--- Your task ---
The copy has to match the data exactly and leave out every picture.
BEGIN
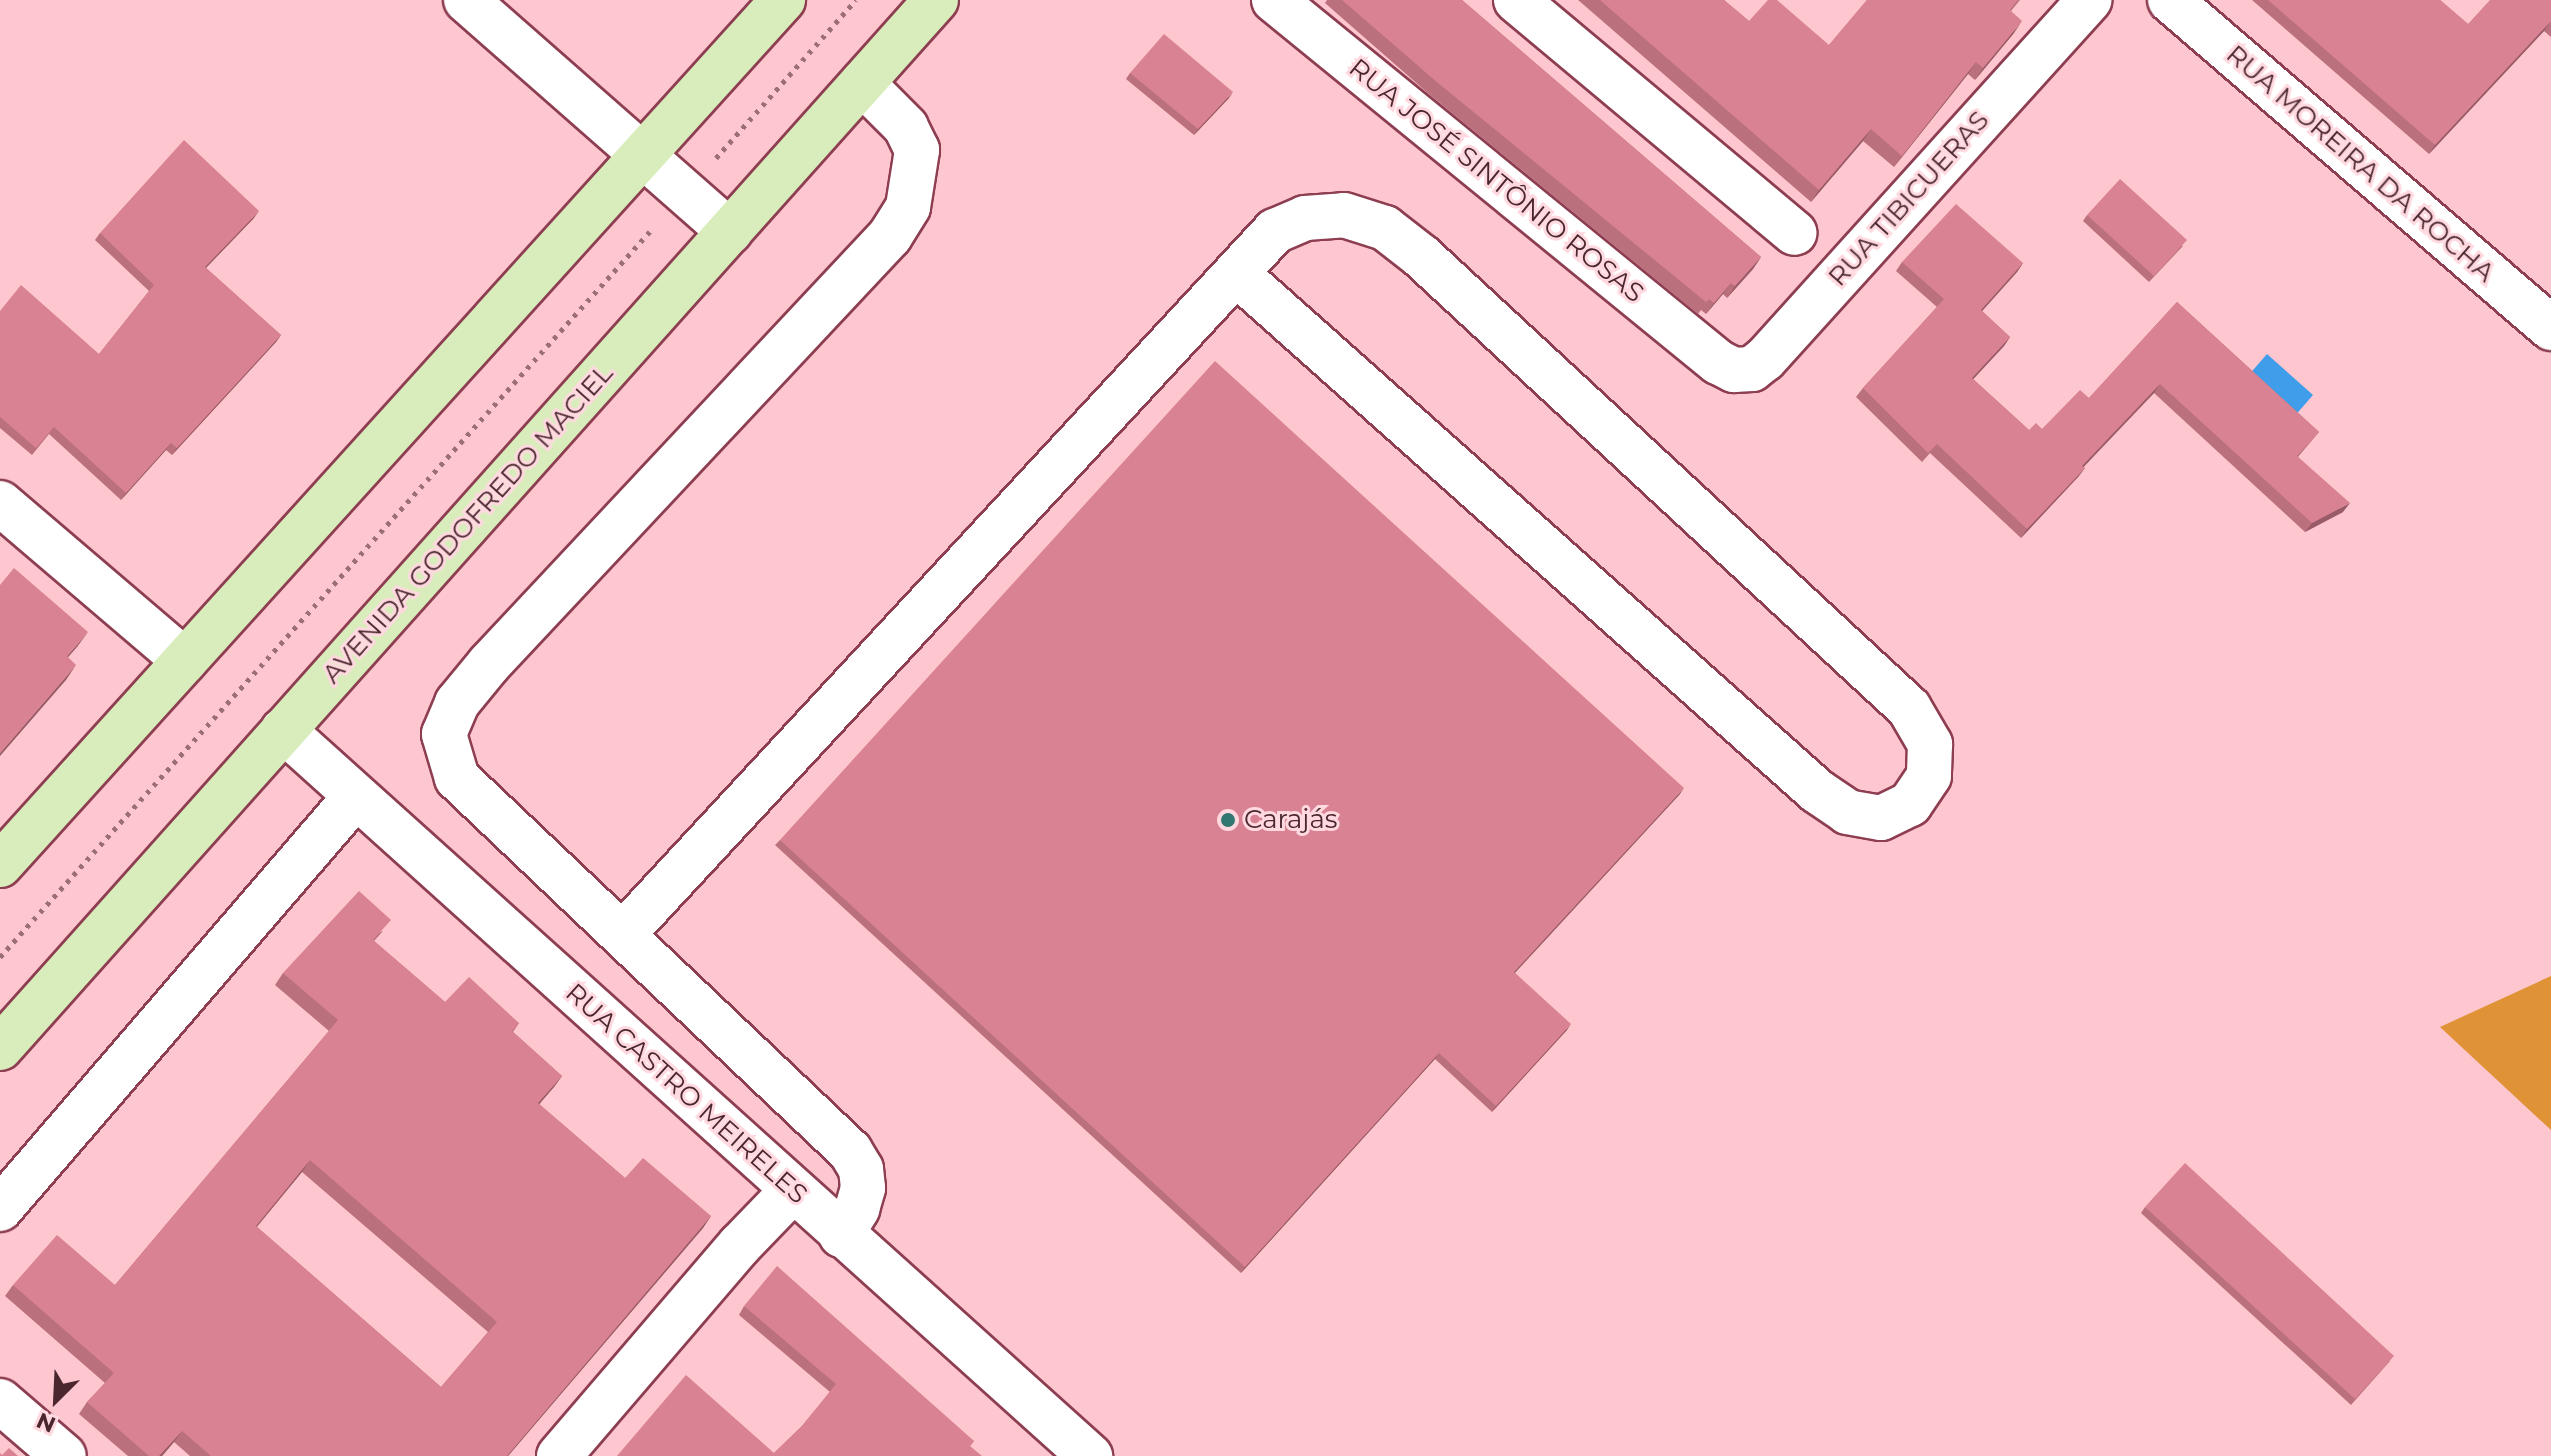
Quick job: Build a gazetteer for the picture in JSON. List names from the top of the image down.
{
  "streets": {
    "main road": ["AVENIDA GODOFREDO MACIEL"],
    "street": [
      "RUA MOREIRA DA ROCHA",
      "RUA JOSÉ SINTÔNIO ROSAS",
      "RUA TIBICUERAS",
      "RUA CASTRO MEIRELES"
    ]
  },
  "crossings": [
    ["RUA JOSÉ SINTÔNIO ROSAS", "RUA TIBICUERAS"],
    ["AVENIDA GODOFREDO MACIEL", "RUA CASTRO MEIRELES"]
  ],
  "places": ["Carajás"],
  "north": "bottom left"
}
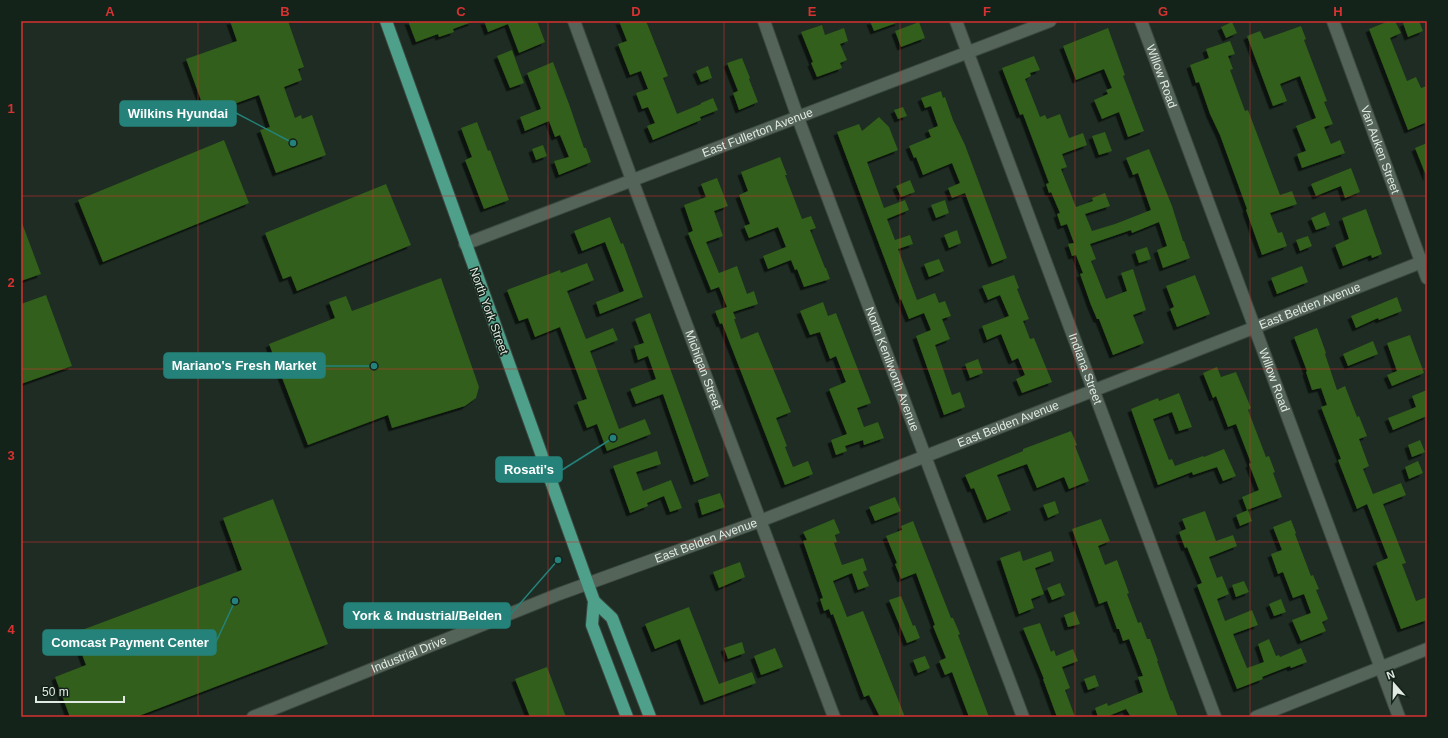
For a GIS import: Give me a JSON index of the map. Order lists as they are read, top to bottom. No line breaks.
END
--- Answer for the task ---
Quick job: Build a gazetteer for the picture in JSON. List names from the top of the image down.
{
  "streets": {
    "main road": ["AVENIDA GODOFREDO MACIEL"],
    "street": [
      "RUA MOREIRA DA ROCHA",
      "RUA JOSÉ SINTÔNIO ROSAS",
      "RUA TIBICUERAS",
      "RUA CASTRO MEIRELES"
    ]
  },
  "crossings": [
    ["RUA JOSÉ SINTÔNIO ROSAS", "RUA TIBICUERAS"],
    ["AVENIDA GODOFREDO MACIEL", "RUA CASTRO MEIRELES"]
  ],
  "places": ["Carajás"],
  "north": "bottom left"
}
For a GIS import: Give me a JSON index of the map. Order lists as they are read, top to bottom. No line breaks.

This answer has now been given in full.